Así, la primera parte del concierto quedó marcada por la presentación total del nuevo álbum de Luz Casal. Empezando por la canción número 1 y acabando por la 11 en la misma correlación que el álbum en sí.

Tras una corta media parte de 10 minutos para cambiarse y refrescarse, Luz aparece en el escenario con un vestido corto negro diciendo: “Estoy segura que esta noche va a pasar a formar parte de mi memoria, de mis recuerdos. Por vosotros y por el talento de la gente que me acompaña. Presenta a sus músicos y empieza a cantar Entre mis recuerdos. Una gran ovación da la bienvenida a la parte del concierto de sus canciones imprescindibles.

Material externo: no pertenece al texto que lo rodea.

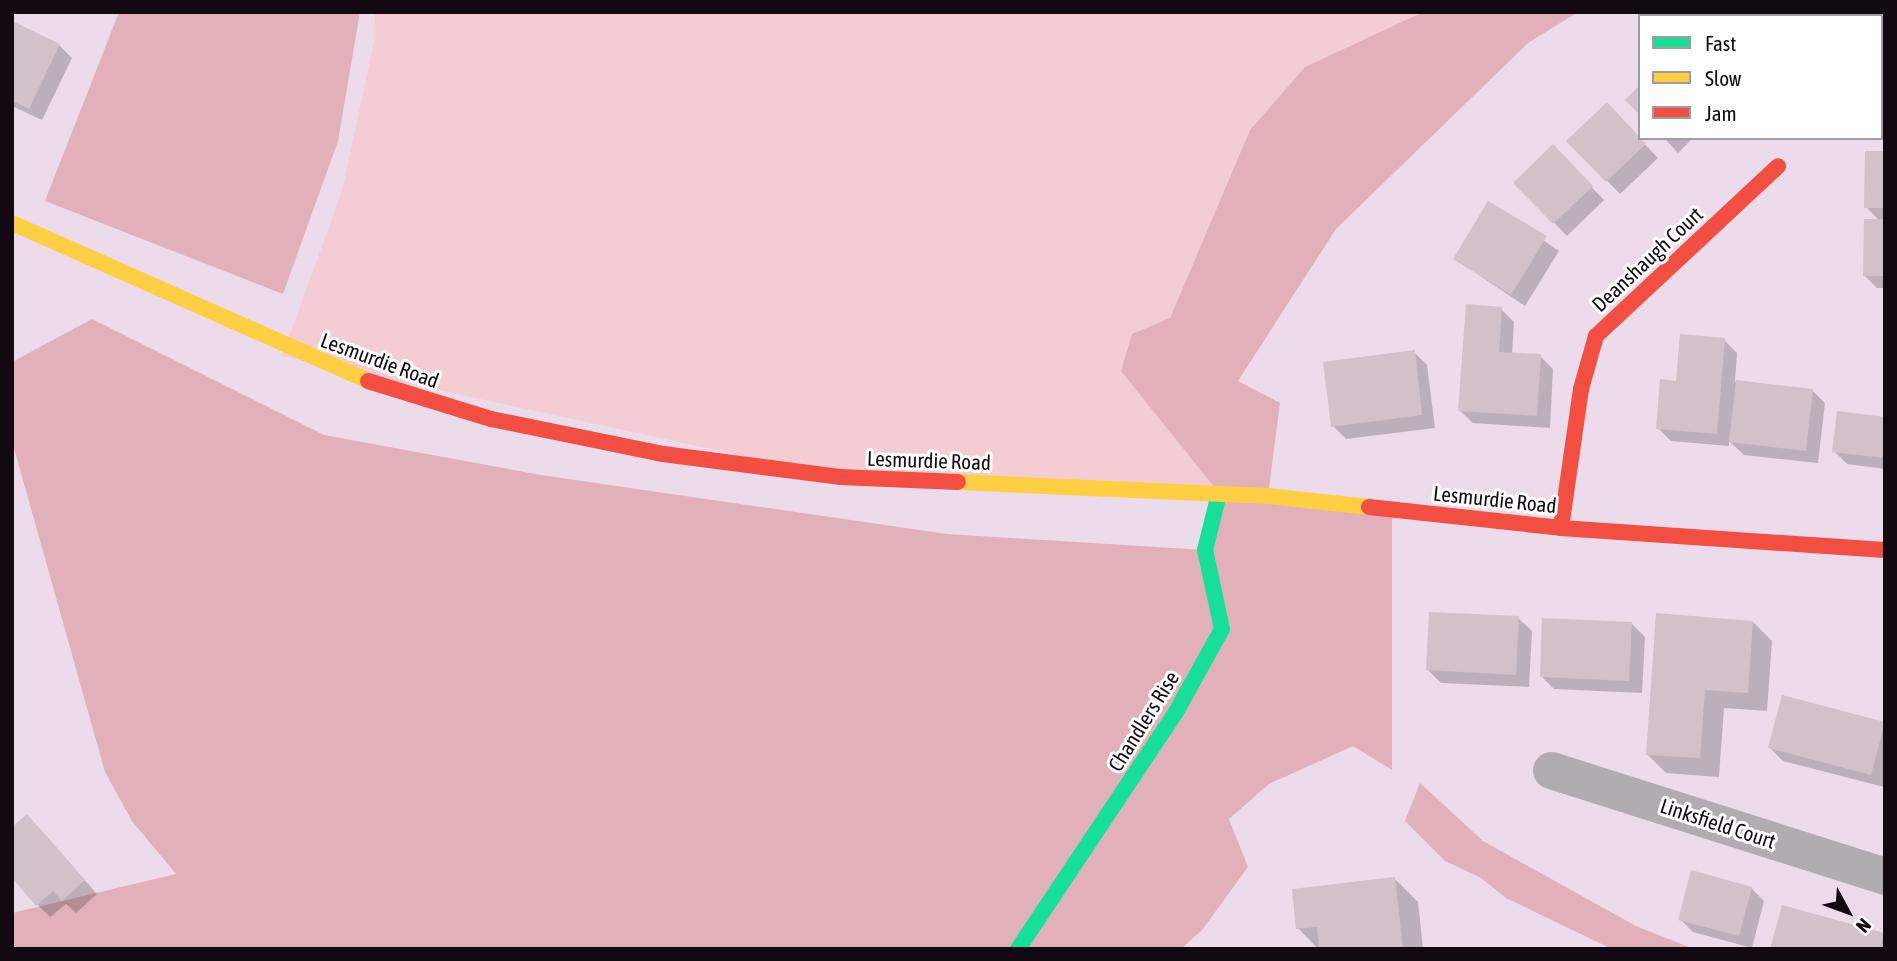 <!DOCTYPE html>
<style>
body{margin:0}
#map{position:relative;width:1897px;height:961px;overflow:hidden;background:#ecdbeb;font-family:"Asap Condensed",sans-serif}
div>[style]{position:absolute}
.green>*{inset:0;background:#f4cdd4}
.forest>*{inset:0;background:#e2b0b9}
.shadow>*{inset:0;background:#0003}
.building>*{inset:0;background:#d0c1cb}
.street>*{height:37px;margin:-18.5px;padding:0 18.5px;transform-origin:18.5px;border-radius:18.5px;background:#b0acb2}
.fast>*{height:16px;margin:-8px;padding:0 8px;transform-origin:8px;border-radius:8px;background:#16e098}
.slow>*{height:16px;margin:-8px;padding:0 8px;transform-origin:8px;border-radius:8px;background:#ffcf43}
.jam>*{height:16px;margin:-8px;padding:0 8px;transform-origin:8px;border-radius:8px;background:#f24e42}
span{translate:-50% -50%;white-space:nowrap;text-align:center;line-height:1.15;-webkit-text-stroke:6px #fff;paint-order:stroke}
.street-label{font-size:21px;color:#120912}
.frame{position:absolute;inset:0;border:14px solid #120912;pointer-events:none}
.legend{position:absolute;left:1638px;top:14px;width:245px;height:126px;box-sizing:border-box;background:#fff;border:2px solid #a09da0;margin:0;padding:9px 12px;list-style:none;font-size:21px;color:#120912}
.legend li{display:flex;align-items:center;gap:14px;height:35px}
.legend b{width:35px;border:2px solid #a09da0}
.north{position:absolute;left:1813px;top:877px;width:70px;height:70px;-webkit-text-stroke:5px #fff;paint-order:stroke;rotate:131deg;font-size:19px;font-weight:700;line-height:28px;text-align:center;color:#120912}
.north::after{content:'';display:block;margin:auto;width:24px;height:32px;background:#120912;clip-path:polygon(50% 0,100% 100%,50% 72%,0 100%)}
</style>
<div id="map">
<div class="green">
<div style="clip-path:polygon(375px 12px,1423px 12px,1305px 67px,1250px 130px,1170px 318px,1219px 494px,840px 477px,282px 356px,342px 191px,374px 42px)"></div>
</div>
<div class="forest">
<div style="clip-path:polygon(119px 12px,360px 12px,338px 141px,283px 294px,45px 201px)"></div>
<div style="clip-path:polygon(1423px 12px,1578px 12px,1528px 43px,1336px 229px,1238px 381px,1280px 403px,1268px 496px,1392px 509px,1392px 770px,1353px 746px,1269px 784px,1229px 819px,1248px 867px,1202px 930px,1181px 949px,12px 949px,12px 913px,176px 874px,132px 821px,105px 772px,12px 441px,12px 362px,92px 319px,324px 435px,541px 475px,947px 534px,1205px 550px,1219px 493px,1121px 371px,1132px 334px,1170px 318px,1250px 130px,1305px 67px)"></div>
<div style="clip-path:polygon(1420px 783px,1483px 841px,1636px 926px,1694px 949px,1612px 949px,1506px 898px,1481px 878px,1445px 861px,1405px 821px)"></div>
</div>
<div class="shadow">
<div style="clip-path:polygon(1711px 12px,1720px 12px,1724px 16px,1707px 16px)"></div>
<div style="clip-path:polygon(1768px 12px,1859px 12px,1859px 16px,1769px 16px)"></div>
<div style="clip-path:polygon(1885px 12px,1885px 28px,1881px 28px,1881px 16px)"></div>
<div style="clip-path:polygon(12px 23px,59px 45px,72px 58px,42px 120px,12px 106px)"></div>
<div style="clip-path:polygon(1607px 105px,1658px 158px,1620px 194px,1569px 141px)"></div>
<div style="clip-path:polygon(1664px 138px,1693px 138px,1678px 153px)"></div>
<div style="clip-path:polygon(1553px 147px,1604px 200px,1567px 236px,1516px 183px)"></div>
<div style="clip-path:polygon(1885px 153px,1885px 288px,1877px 288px,1864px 275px,1880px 221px,1866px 207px)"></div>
<div style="clip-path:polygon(1489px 203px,1559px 251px,1525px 306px,1455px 259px)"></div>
<div style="clip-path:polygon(1501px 309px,1514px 322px,1512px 355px,1540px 356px,1553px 369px,1550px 428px,1473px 423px,1459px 410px)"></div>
<div style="clip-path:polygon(1724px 340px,1737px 353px,1735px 382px,1812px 390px,1825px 403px,1818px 463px,1744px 455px,1729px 441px,1729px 446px,1671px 441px,1658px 428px,1678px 383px)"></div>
<div style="clip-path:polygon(1414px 352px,1427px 365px,1435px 428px,1346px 439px,1333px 426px)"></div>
<div style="clip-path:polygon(1885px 418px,1885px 469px,1847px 464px,1834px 451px)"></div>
<div style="clip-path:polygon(1518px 618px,1532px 631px,1529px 687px,1441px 683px,1428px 670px)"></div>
<div style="clip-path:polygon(1753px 622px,1772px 641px,1767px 711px,1724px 708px,1719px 777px,1666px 773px,1647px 754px)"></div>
<div style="clip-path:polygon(1632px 624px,1645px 637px,1642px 693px,1554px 689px,1541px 676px)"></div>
<div style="clip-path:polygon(1884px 724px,1884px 787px,1783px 761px,1770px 748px)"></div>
<div style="clip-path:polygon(40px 829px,97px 894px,76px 913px,66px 904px,50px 917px,37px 904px)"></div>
<div style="clip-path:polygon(1395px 879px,1418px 902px,1423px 949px,1318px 949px,1298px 928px)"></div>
<div style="clip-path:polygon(1751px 888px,1764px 901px,1752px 948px,1693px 932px,1680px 919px)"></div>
<div style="clip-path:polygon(1883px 934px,1885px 949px,1772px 949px)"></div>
</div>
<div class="building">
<div style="clip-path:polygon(1767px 12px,1847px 12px,1847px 16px,1767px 16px)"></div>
<div style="clip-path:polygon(1862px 12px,1885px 12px,1885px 16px,1862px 16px)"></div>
<div style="clip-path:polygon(12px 21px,60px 44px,29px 109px,12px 101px)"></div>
<div style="clip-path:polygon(1640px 85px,1640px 115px,1625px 100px)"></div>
<div style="clip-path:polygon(1607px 102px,1646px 144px,1606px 182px,1566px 141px)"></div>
<div style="clip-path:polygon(1553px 144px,1593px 186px,1553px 224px,1513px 183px)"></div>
<div style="clip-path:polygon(1865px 151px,1885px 151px,1885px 208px,1864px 208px)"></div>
<div style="clip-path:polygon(1488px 201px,1547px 236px,1511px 295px,1453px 259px)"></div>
<div style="clip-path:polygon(1864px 219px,1885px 219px,1885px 276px,1863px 276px)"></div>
<div style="clip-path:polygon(1466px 304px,1502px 307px,1499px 352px,1541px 354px,1537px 416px,1458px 411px)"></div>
<div style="clip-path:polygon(1680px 334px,1725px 338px,1717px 434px,1656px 429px,1660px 379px,1676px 381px)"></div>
<div style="clip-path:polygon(1415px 350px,1422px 415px,1331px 427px,1323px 362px)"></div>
<div style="clip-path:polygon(1736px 380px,1813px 389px,1806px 451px,1729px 442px)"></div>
<div style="clip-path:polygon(1837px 411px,1885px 417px,1885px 458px,1832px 452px)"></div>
<div style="clip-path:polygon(1429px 612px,1519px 616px,1516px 675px,1426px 670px)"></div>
<div style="clip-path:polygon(1656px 613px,1753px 621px,1748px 693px,1705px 690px,1700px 758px,1646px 755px)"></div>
<div style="clip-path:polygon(1542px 618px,1632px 622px,1629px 681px,1540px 677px)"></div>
<div style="clip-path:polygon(1782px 695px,1885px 722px,1871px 775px,1768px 748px)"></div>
<div style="clip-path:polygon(27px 814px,85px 880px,62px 901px,53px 891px,36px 906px,12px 878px,12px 827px)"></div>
<div style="clip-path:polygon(1691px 870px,1752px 887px,1739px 936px,1678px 920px)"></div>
<div style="clip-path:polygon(1395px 877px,1403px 949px,1319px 949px,1317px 927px,1296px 929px,1292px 889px)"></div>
<div style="clip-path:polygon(1782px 905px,1884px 933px,1880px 949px,1770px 949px)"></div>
</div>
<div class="street">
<div style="left:1551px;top:770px;width:350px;rotate:17.6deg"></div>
</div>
<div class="fast">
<div style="left:1018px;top:949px;width:285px;rotate:-56.3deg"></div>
<div style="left:1176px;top:712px;width:95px;rotate:-61deg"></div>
<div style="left:1222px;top:629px;width:81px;rotate:-102.1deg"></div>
<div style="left:1205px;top:550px;width:58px;rotate:-76deg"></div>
</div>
<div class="slow">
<div style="left:12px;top:223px;width:389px;rotate:23.9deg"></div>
<div style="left:958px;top:482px;width:310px;rotate:2.6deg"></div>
<div style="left:1268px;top:496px;width:102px;rotate:6.2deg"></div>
</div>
<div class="jam">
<div style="left:368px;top:381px;width:129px;rotate:17.2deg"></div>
<div style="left:491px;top:419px;width:176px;rotate:11.5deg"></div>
<div style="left:663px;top:454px;width:178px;rotate:7.4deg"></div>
<div style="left:840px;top:477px;width:118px;rotate:2.4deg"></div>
<div style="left:1369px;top:507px;width:193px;rotate:6.2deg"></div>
<div style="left:1561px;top:528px;width:325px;rotate:3.9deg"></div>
<div style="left:1561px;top:528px;width:140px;rotate:-81.8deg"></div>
<div style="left:1581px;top:389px;width:55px;rotate:-74.2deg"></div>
<div style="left:1596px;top:336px;width:249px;rotate:-43deg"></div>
</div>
<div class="street-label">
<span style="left:1647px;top:259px;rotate:-43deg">Deanshaugh Court</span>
<span style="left:380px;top:360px;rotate:20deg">Lesmurdie Road</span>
<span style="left:929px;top:460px;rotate:2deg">Lesmurdie Road</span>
<span style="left:1495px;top:499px;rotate:6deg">Lesmurdie Road</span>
<span style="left:1143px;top:721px;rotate:-58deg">Chandlers Rise</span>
<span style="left:1718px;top:823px;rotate:18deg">Linksfield Court</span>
</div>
<div class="frame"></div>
<ul class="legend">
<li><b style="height:9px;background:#16e098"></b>Fast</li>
<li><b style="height:9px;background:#ffcf43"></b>Slow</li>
<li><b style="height:9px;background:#f24e42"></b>Jam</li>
</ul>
<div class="north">N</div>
</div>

Tras ello disfrutaremos de Un nuevo día brillará en el que jugará con el público. Luz gira el micro y hace cantar al público mientras ella hace los gestos. La gente se equivoca en la letra pero da igual. Todos han disfrutado del momento y así lo indican los aplausos tras la canción. Le seguirán el compendio de las canciones No me importa nada, Besaré el suelo, Sentir, Dame un beso y uno de los colofones de la noche Es por ti, la versión de Boig per tú del grupo catalán Sau la cual canta en Castellano menos el estribillo que lo canta en Catalán.

Le seguirán ¿Por qué no vuelves, amor?, Plantado en mi cabeza, Un pedazo de cielo, Loca y Rufino; donde la gente abandonó sus asientos para ponerse a bailar. Un final de concierto que no dejó indiferente al público y que arrancó varios cantos espontáneos hasta que volvió a salir al escenario.

Tras el breve paro, Luz Casal volvió al escenario con un vestido largo de color negro para iniciar una ronda de bises que incluyeron Lo eres todo, en una deliciosa versión piano y voz; la conocida Piensa en mi, quien hizo que el público se levantara a aplaudir y ella realizara un saludo de 5 minutos y; el clásico Te dejé marchar que puso el broche final al concierto.

El concierto finalizó, no sin antes escuchar una palabras de agradecimiento de Luz a su público: “Os doy otra vez las gracias por el cariño, la acogida y por hacer maravilloso este paso esta noche por el Liceu”.

Luz nos presentó un espectáculo enérgico, con luces comparables a grandes conciertos, con una escenografía sorprendente, y un repertorio muy bien equilibrado. Una noche que puedo tildar como perfecta y que me maravilló gratamente. Si antes me gustaba Luz Casal (doy gracias a mi madre por ello), ahora puedo declararme fan. No solo de sus canciones sino de su simpatía, su buen hacer, su cariño con su público y su cuidado espectáculo.